A District Court judge in Florida has denied all of the arguments put forth by a plaintiff why his Telephone Consumer Protection Act lawsuit alleging his cable provider called him more than 150 times using an automated telephone dialing system without first obtaining his consent should not be arbitrated and granted the defendant’s motion to compel arbitration.
A copy of the ruling in the case of Tucci v. Bright House Networks LLC, d/b/a Spectrum, can be accessed by clicking here.
The defendant was accused of “intentionally” harassing and abusing the plaintiff by calling multiple times on the same day and placing calls on subsequent days, without having express consent to do so. The plaintiff “repeatedly” told the defendant to stop calling, according to the complaint. An ATDS was used, alleged the plaintiff, because the calls were made using a “pre-recorded voice,” according to the complaint.
But the plaintiff signed an agreement and a work order that included a mandatory arbitration clause, according to documents provided by the defendant.
The plaintiff attempted to use a ruling in another case, Gamble v.
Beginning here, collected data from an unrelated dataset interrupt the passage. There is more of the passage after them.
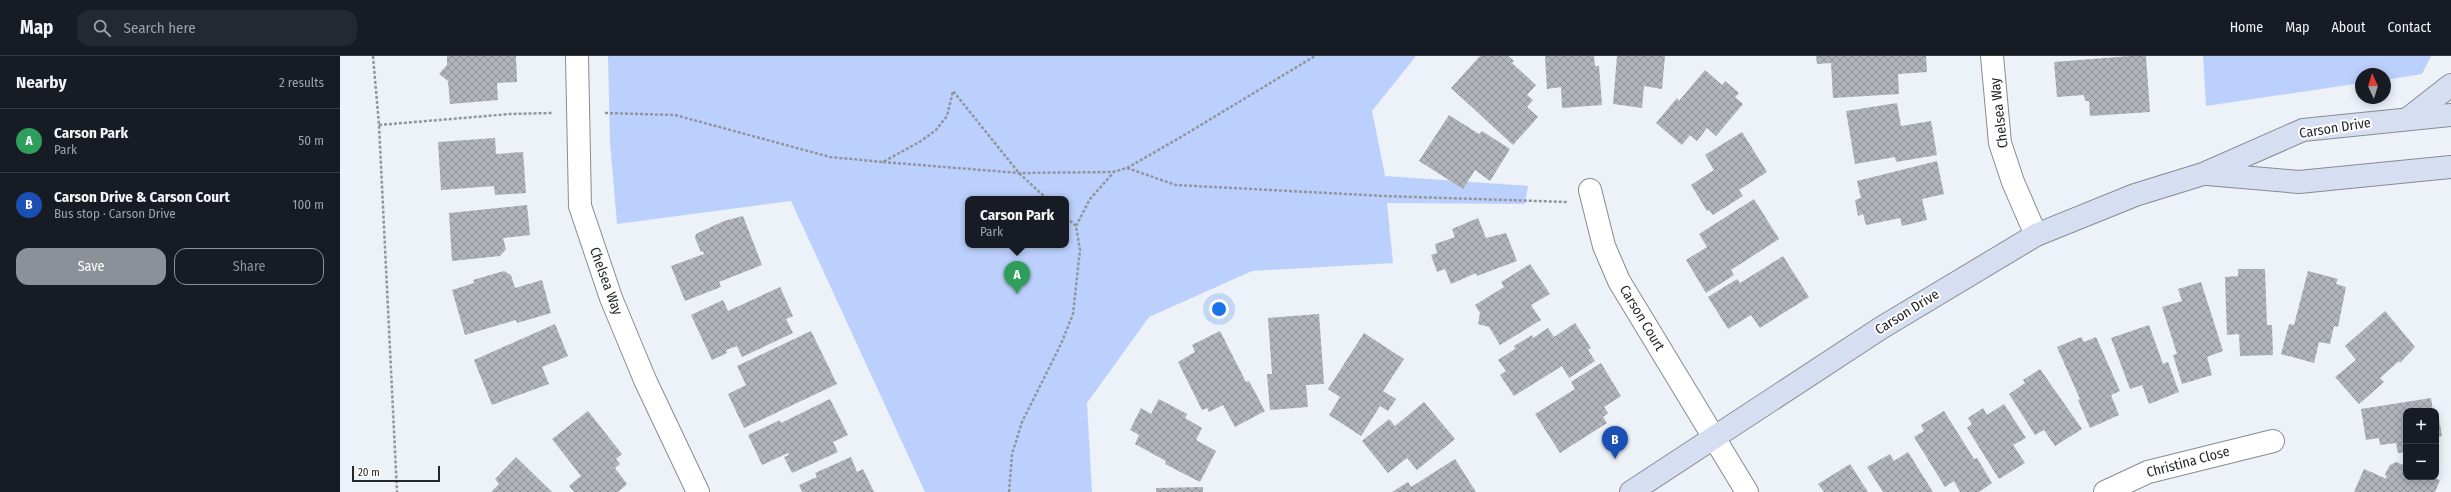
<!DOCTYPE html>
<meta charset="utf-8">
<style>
:root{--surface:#171b24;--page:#242831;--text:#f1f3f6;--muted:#9ea1a6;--line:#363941;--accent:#8c9099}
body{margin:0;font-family:"Fira Sans Condensed",sans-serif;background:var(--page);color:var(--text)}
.controls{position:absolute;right:12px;bottom:12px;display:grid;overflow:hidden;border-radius:8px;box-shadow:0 2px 10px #0003}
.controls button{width:36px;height:36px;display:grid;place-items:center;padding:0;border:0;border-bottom:1px solid var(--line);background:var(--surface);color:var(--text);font:20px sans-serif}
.compass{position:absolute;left:2015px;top:12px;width:36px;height:36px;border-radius:50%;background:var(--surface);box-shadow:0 2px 10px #0003;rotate:356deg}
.scale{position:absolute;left:12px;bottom:10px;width:88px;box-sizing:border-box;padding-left:4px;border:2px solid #242628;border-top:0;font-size:11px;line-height:14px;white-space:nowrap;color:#242628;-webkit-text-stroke:3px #fff;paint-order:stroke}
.you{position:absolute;left:879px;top:253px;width:14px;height:14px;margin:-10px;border:3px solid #fff;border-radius:50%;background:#1a73e8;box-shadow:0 0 0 6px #1a73e833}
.badge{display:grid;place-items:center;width:26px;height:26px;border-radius:50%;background:var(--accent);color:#fff;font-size:13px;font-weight:700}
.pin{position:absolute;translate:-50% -33px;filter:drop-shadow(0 1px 2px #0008)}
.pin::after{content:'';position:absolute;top:21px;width:14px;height:12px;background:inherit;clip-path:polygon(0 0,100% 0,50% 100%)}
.popup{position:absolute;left:625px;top:140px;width:104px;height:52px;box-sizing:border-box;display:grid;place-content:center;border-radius:8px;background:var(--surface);filter:drop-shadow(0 1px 3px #0005);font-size:13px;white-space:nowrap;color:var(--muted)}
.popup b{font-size:15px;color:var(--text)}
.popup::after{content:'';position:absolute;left:50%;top:100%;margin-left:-8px;border:8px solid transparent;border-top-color:var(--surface)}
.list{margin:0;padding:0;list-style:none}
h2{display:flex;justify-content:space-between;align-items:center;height:52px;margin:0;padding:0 16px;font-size:17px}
h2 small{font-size:13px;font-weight:400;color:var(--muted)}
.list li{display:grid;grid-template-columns:26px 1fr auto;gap:12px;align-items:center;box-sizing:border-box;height:64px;padding:0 16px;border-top:1px solid var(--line)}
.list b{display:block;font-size:15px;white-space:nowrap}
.list p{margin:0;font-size:13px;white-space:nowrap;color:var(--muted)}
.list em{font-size:13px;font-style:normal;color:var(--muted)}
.actions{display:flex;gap:8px;padding:12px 16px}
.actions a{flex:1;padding:9px 0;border:1px solid var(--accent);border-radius:12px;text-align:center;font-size:14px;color:var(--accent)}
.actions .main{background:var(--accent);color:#fff}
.icon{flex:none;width:22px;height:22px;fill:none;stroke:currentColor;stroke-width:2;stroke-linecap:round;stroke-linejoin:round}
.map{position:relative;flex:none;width:2111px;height:436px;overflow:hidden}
header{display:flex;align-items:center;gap:24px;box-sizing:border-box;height:56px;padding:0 20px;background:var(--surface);border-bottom:1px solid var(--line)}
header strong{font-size:19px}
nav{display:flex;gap:22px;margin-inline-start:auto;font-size:14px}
.search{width:280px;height:36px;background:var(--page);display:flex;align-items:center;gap:10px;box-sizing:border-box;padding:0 14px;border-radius:12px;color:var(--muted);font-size:15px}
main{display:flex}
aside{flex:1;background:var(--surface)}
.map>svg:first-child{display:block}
.green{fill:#bcd0fd;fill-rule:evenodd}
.building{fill:url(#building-cross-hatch)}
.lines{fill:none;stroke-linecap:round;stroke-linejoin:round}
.street-casing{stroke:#888b92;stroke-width:24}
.secondary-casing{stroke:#888b92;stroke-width:24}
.path{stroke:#92959a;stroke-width:2.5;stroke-dasharray:3 2;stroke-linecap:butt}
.street{stroke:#fff;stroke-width:22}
.secondary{stroke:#d6def1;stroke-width:22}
.labels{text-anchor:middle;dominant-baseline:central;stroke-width:4;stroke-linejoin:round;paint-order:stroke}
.street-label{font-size:14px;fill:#242628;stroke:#fff}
</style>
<header>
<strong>Map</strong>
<div class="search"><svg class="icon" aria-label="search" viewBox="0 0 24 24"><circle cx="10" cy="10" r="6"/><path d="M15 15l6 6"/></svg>Search here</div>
<nav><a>Home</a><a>Map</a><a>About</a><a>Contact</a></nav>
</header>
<main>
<aside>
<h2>Nearby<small>2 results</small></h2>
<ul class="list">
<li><span class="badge" style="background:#2e9e5b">A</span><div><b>Carson Park</b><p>Park</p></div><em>50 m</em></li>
<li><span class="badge" style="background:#1a4fb4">B</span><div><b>Carson Drive &amp; Carson Court</b><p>Bus stop · Carson Drive</p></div><em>100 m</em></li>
</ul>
<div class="actions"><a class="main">Save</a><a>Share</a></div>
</aside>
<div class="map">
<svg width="2111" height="436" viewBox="0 0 2111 436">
<defs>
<pattern id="building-cross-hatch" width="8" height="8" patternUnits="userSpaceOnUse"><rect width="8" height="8" fill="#b1b4bb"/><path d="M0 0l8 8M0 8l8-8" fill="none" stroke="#909298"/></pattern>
</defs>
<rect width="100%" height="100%" fill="#edf1f8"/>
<g class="green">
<path d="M268,0H1076L1032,55L1045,120L1188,130L1185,148L1047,147L1053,207L912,215L809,261L747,347L752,436H585L451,145L277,168L270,87ZM628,143H726V189H628Z"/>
<path d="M1863,0H2091L2082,18L2045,24V18H2021V27L1866,50Z"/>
</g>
<g class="building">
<path d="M107,0H176L177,26L157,27L158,44L110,48L108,25L99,18L107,9Z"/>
<path d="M1140,0H1168L1174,5L1172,7L1196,29L1187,39L1193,44L1187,51L1198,61L1173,89L1111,32Z"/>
<path d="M1205,0H1254L1255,10H1259L1262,49L1222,52L1221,31L1207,33Z"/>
<path d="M1277,0H1325L1322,33L1304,30L1302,52L1273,48Z"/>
<path d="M1476,0H1586L1587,16L1558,18L1559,38L1493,42L1491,7L1477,8Z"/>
<path d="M1790,0H1806L1810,56L1750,60L1749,45H1745L1744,39L1717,41L1714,6Z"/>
<path d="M1365,14L1382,29L1385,25L1399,37L1395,41L1403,48L1376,80L1367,72L1357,85L1350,79L1342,89L1316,67L1337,42L1339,45Z"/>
<path d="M1557,47L1561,70L1591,65L1597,99L1556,106L1555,101L1515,108L1506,55Z"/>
<path d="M1109,59L1139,78L1142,75L1170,93L1150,125L1135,114L1123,133L1079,105Z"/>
<path d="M1402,76L1427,116L1399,134L1403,140L1373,159L1369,154L1367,155L1351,129L1374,114L1365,99Z"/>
<path d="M155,82L156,98L183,96L186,137L155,139L154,130L101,134L98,86Z"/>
<path d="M1597,105L1604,138L1582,143L1587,164L1562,170L1560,162L1526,169L1523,158L1518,160L1515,144L1521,142L1517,125Z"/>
<path d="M1414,143L1439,183L1391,214L1394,219L1366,237L1346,204L1367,191L1359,178Z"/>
<path d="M187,149L190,179L163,182L166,193L160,200L112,205L109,157Z"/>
<path d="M403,160L422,209L379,226L381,231L345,245L331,210L364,198L363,195L361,196L355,182L356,178L384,165Z"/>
<path d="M1138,162L1146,182L1166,177L1177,205L1137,220L1136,217L1111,228L1105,213L1097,216L1091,199L1097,197L1095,188L1115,181L1112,173Z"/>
<path d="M1443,200L1469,241L1420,272L1411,259L1388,273L1368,241L1397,223L1400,227Z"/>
<path d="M1190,208L1210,238L1191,249L1201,264L1160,289L1149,271L1138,268L1140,257L1135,249L1164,231L1161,226Z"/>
<path d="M1898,213H1925L1927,269H1932L1933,299L1900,300L1899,278L1887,279L1885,221L1898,220Z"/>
<path d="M164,215L171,219L175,232L202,224L211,257L177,267L176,264L125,279L112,234L134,227L133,224Z"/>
<path d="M1968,215L1998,223L1996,228L2006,231L1998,271L1994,270L1990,288L1979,286L1974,307L1941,298L1949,268L1954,269Z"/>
<path d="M1861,226L1883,295L1867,301L1872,319L1842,328L1833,299L1837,298L1822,251L1842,245L1838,233Z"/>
<path d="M440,231L453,260L446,263L453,277L402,301L397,290L386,294L387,297L372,304L351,259L383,244L388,255Z"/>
<path d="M2045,255L2075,291L2060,307L2059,305L2040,322L2044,326L2019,348L1995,321L2016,304L2005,290Z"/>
<path d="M979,258L984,328L966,329L968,351L930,354L927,318H932L928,262Z"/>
<path d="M1235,267L1251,292L1248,294L1255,305L1229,322L1222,310L1174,340L1160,319L1166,315L1158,304L1175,293L1174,290L1192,279L1193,282L1208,272L1214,281Z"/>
<path d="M215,268L228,300L202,311L209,328L152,349L134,304Z"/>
<path d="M1809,269L1823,308L1828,306L1839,336L1809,348L1802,329L1790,333L1771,282Z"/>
<path d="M471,275L497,328L404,372L388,338L406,329L397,310Z"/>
<path d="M880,275L906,326L909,325L925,355L895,371L883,349L869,356L867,352L862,354L838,306L855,296L852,289Z"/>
<path d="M1024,277L1064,303L1043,335L1056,343L1048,355L1040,350L1021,380L989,359L1000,341L988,333Z"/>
<path d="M1741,281L1744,286L1756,281L1780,335L1771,339L1779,359L1750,372L1738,344L1740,343L1717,291Z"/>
<path d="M1261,307L1281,340L1264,351L1268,357L1263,361L1267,367L1220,397L1195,358L1235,333L1231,326Z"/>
<path d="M1700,313L1742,373L1715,390L1704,374L1695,379L1669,338L1685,327L1683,324Z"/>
<path d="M2091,342L2093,355H2066V396L2058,397L2056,387L2040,389L2039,382L2026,384L2021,353Z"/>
<path d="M490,343L508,379L493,386L498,396L452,417L444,401L449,399L448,397L422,409L408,379L440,364L441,367Z"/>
<path d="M819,343L847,358L845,362L862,372L856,384L876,395L860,426L825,408L826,405L795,388L799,379L790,374L801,352L811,358Z"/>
<path d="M1084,346L1115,383L1077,414L1067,402L1048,417L1022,385L1049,363L1055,370Z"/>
<path d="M1664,348L1686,382L1673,389L1685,407L1659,423L1627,372L1632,368L1628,362L1643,352L1647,359Z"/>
<path d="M248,355L282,398L276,403L280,408L275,412L287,428L278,436H234L229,430L241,420L212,383Z"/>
<path d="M1604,355L1634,403L1637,402L1652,427L1639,436H1620L1614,425L1605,431L1574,381L1584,375L1581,369Z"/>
<path d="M2096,363H2099L2102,380L2096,381Z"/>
<path d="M1568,396L1593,436H1543L1527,411L1550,398L1554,405Z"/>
<path d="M176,401L212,436H151L159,428L155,423Z"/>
<path d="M511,401L517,416L523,413L534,436H462L459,429L477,421L475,417Z"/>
<path d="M1115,403L1136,436H1052L1068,426L1071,431Z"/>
<path d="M2056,406L2066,410V421H2091L2100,424L2095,436H2014L2024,413L2047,423L2045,418L2050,409Z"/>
<path d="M1510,408L1528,436H1484L1478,428Z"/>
<path d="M863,431V436H816V432Z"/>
</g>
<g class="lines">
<defs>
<g id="street">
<path d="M237,0L240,150L271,242L305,324L358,436"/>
<path d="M1652,0L1660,87L1673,126L1696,179"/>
<path d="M1250,134L1264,190L1279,225L1407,436"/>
<path d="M1765,436L1808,416L1933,385"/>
</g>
<g id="secondary">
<path d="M2070,61L2111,29"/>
<path d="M1867,118L1959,126L2111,111"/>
<path d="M1291,436L1541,272L1696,179L1795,139L1863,118L1963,74L2111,59"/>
</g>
</defs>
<use href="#street" class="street-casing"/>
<use href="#secondary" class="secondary-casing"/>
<g class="path">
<path d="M33,0L39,69L57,436"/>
<path d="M265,57L335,59L490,101L543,106L581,85L596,74L607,60L613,35L679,117L707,143"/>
<path d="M39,69L170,58L212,57"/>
<path d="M543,106L679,117L773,116L787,112L841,81L975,0"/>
<path d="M787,112L836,129L1044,140L1227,146"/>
<path d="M736,170L750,143L773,117"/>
<path d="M669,436L672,398L682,366L721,288L733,258L740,194L736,170L726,161"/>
</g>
<use href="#street" class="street"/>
<use href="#secondary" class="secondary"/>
</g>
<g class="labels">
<g class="street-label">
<text transform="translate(1659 57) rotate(-97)">Chelsea Way</text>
<text transform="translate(1995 72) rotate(-9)">Carson Drive</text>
<text transform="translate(266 225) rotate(70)">Chelsea Way</text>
<text transform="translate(1567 256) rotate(-32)">Carson Drive</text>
<text transform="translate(1302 262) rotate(59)">Carson Court</text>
<text transform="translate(1848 406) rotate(-15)">Christina Close</text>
</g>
</g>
</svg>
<div class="controls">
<button>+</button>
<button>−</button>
</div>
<svg class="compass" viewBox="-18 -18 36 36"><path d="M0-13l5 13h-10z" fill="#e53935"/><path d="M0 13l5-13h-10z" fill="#9ea1a6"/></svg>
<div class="scale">20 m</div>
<div class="you"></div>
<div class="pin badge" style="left:677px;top:238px;background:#2e9e5b">A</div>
<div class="popup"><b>Carson Park</b>Park</div>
<div class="pin badge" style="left:1275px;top:403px;background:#1a4fb4">B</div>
</div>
</main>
New England Auto Fin., Inc., as precedent for claiming the communications did not relate to the agreement, but in Gamble, there were two contracts, one of which was not signed by the plaintiff.
The plaintiff also claimed that the arbitration agreement was not binding because some of the calls were made after the plaintiff canceled his service, but the language in the agreement said that the arbitration provision survived the termination of the contract.
Finally, the plaintiff argued that defendant waived its right to arbitrate because it waited four months after the lawsuit was filed to file its motion to compel arbitration. But the judge ruled the plaintiff had not proven that the defendant acted inconsistently with its right to arbitrate and granted the motion.